### DESCRIPTION OF THE TASK
Tally the lines in the listing below that contain "Ardoune" and report the tally alone.

### RECORDS FOR THIS EXERCISE
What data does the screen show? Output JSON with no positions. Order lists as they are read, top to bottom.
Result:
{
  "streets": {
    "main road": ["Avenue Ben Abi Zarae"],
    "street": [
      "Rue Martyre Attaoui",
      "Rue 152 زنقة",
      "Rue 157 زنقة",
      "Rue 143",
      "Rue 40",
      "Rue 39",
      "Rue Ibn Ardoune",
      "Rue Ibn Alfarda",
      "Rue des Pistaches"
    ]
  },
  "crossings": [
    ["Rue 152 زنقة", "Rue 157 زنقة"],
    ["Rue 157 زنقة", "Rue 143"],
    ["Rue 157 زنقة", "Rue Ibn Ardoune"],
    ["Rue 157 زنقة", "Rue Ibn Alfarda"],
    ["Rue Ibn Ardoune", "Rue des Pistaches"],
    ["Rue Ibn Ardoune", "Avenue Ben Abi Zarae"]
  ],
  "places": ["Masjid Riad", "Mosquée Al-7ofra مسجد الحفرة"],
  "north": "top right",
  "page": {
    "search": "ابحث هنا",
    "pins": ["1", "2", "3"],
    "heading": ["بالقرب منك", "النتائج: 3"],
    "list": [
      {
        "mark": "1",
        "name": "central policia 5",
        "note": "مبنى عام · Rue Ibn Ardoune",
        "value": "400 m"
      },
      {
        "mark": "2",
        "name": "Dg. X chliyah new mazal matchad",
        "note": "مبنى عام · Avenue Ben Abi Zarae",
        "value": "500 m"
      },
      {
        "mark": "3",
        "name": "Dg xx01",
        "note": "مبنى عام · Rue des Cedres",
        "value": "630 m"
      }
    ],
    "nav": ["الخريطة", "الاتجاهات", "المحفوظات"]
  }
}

### EXERCISE RESPONSE
5